PROBLEM TO SOLVE: Return the count of lines in the following records that include "road", and nothing more.

Stored items
··········
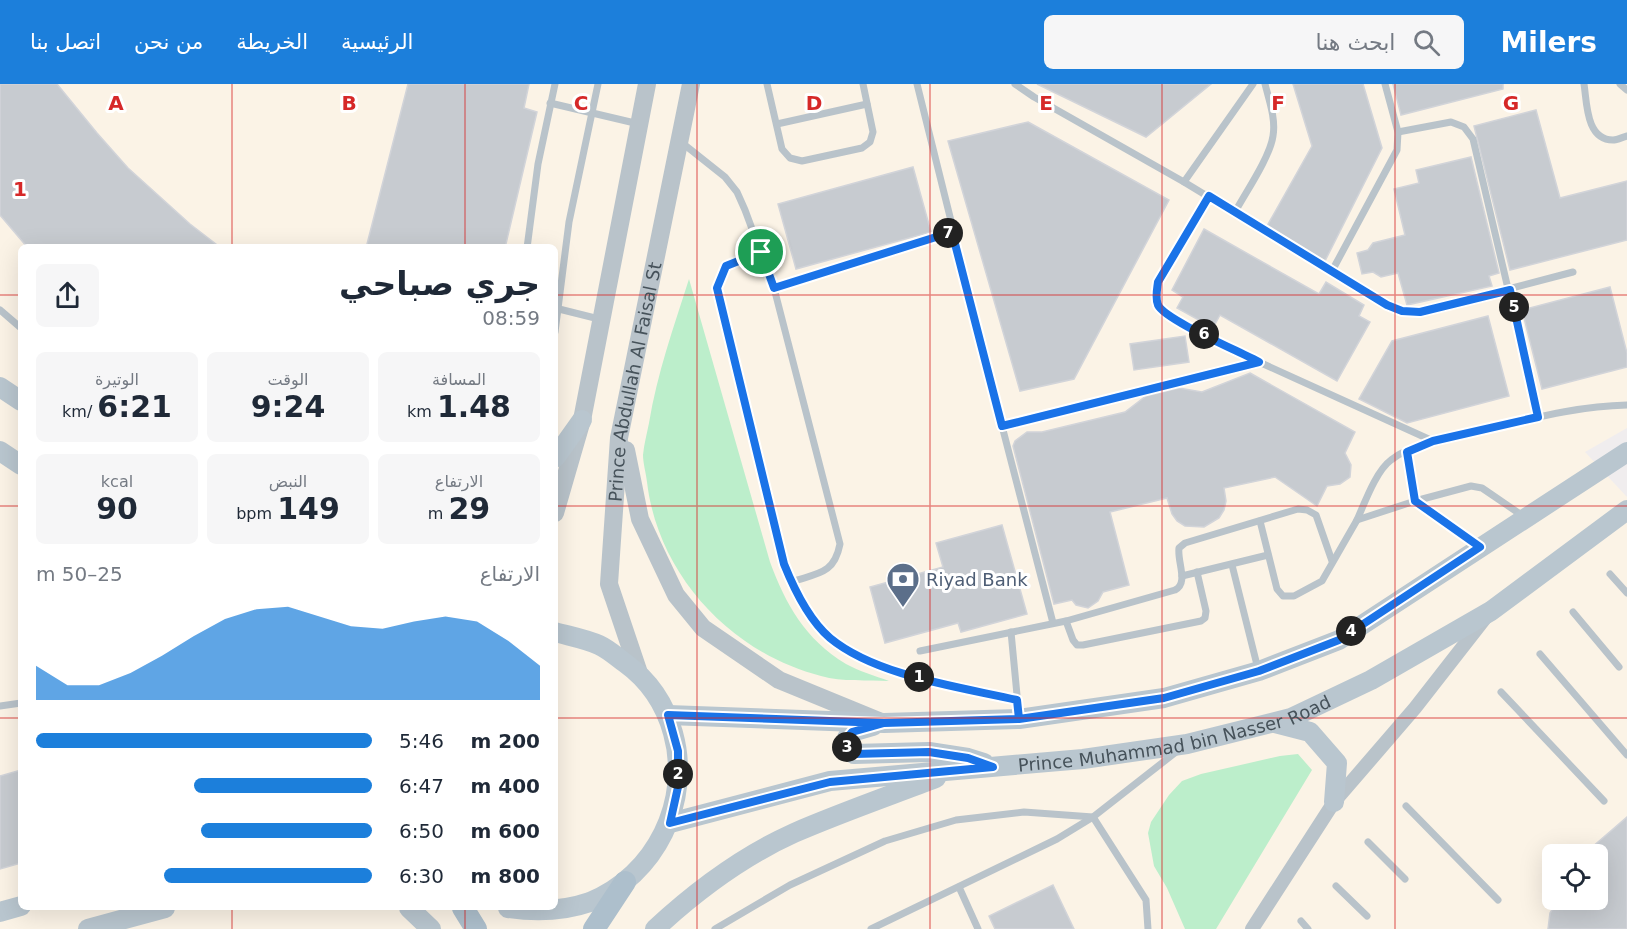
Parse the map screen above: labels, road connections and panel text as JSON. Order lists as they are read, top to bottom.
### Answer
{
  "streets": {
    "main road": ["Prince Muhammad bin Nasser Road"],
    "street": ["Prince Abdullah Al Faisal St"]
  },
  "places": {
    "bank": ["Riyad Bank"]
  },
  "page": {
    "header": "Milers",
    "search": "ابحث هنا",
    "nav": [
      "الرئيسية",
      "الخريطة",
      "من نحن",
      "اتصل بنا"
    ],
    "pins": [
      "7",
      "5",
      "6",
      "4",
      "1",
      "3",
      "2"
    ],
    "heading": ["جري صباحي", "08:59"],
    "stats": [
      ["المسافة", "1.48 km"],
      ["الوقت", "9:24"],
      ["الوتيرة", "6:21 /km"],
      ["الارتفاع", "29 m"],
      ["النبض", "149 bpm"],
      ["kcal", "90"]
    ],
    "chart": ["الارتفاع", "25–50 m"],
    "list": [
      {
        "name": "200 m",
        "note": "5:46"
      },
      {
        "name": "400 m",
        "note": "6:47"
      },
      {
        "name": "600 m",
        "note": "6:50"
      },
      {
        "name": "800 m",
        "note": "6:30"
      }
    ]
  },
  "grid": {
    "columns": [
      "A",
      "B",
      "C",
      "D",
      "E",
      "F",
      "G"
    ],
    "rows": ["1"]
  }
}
··········
SOLUTION TO THE PROBLEM: 2